(Saved data entries):
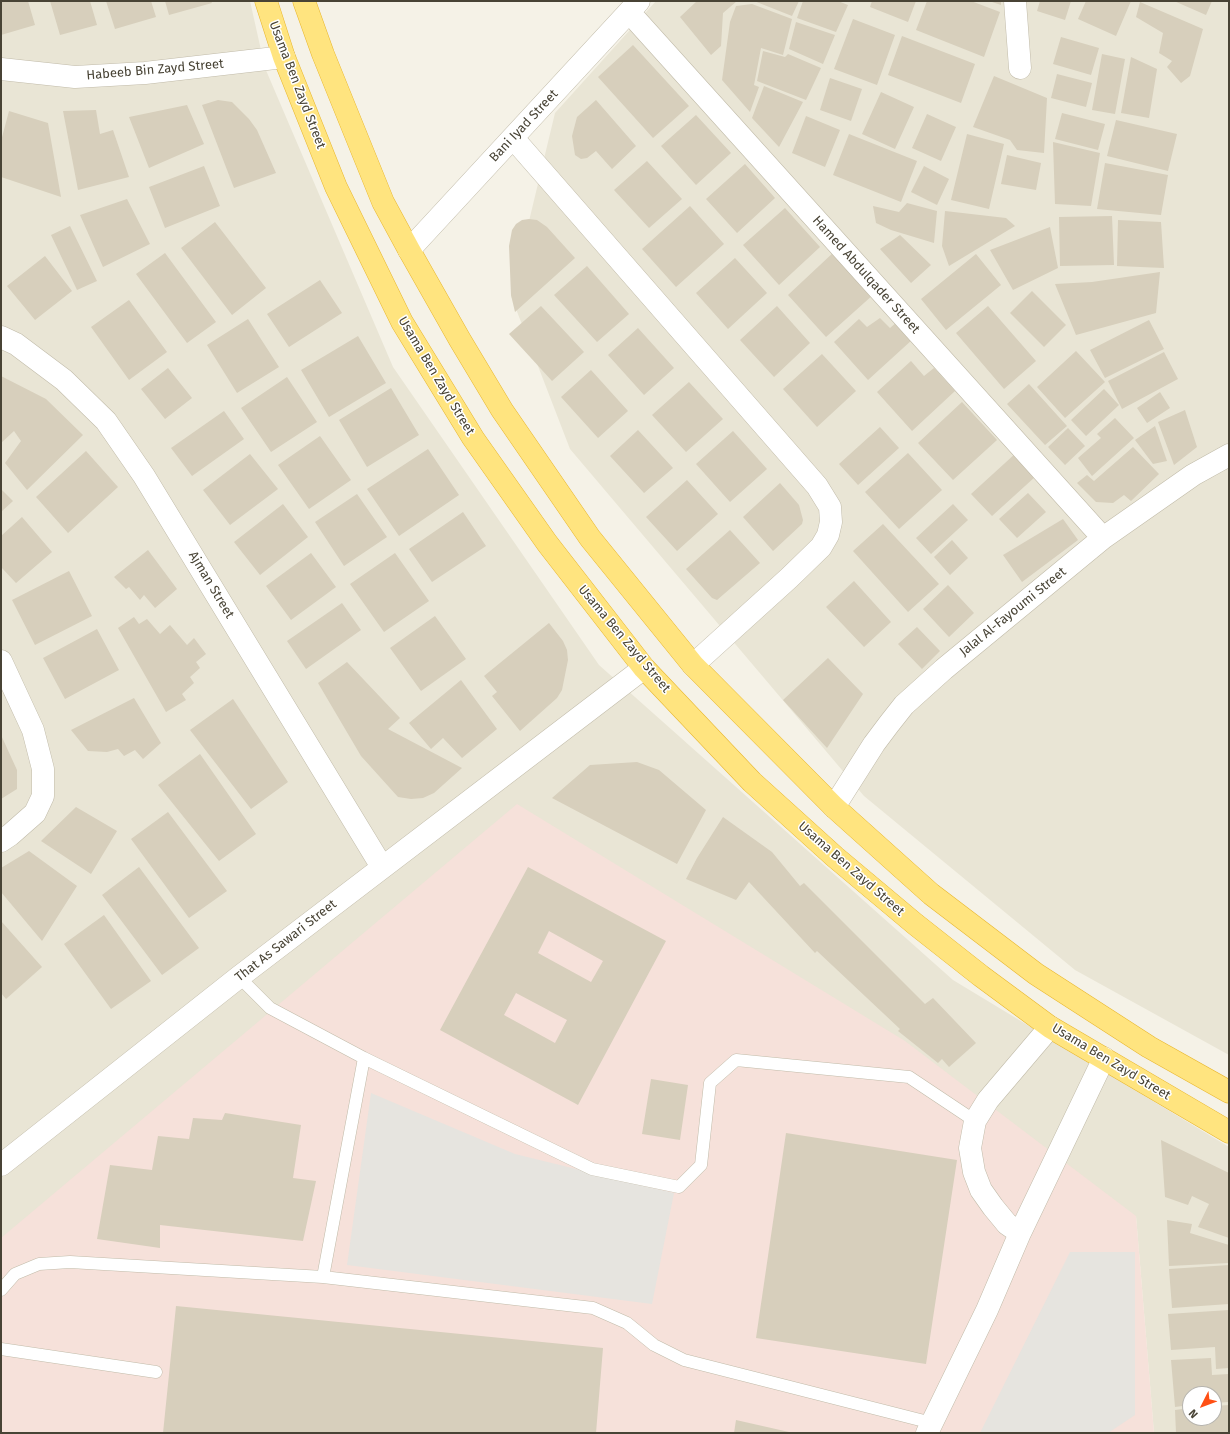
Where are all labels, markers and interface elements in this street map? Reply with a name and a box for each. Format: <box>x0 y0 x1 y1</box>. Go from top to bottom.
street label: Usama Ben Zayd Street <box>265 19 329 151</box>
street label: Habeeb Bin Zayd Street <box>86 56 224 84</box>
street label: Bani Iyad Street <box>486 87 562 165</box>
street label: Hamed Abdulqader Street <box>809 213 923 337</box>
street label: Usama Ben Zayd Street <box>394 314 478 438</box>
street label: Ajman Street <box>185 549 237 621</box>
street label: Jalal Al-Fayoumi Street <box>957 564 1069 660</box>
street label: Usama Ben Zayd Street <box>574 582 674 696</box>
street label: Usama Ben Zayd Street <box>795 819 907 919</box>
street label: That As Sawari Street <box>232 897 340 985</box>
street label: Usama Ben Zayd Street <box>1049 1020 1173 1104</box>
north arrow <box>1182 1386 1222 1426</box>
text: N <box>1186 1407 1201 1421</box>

(EXERCISE):
Pictures aside, retype all of the entries word for word.

(ANSWER BOX):
Where are all labels, markers and interface elements in this street map? Reply with a name and a box for each. Format: <box>x0 y0 x1 y1</box>. Go from top to bottom.
street label: Usama Ben Zayd Street <box>265 19 329 151</box>
street label: Habeeb Bin Zayd Street <box>86 56 224 84</box>
street label: Bani Iyad Street <box>486 87 562 165</box>
street label: Hamed Abdulqader Street <box>809 213 923 337</box>
street label: Usama Ben Zayd Street <box>394 314 478 438</box>
street label: Ajman Street <box>185 549 237 621</box>
street label: Jalal Al-Fayoumi Street <box>957 564 1069 660</box>
street label: Usama Ben Zayd Street <box>574 582 674 696</box>
street label: Usama Ben Zayd Street <box>795 819 907 919</box>
street label: That As Sawari Street <box>232 897 340 985</box>
street label: Usama Ben Zayd Street <box>1049 1020 1173 1104</box>
north arrow <box>1182 1386 1222 1426</box>
text: N <box>1186 1407 1201 1421</box>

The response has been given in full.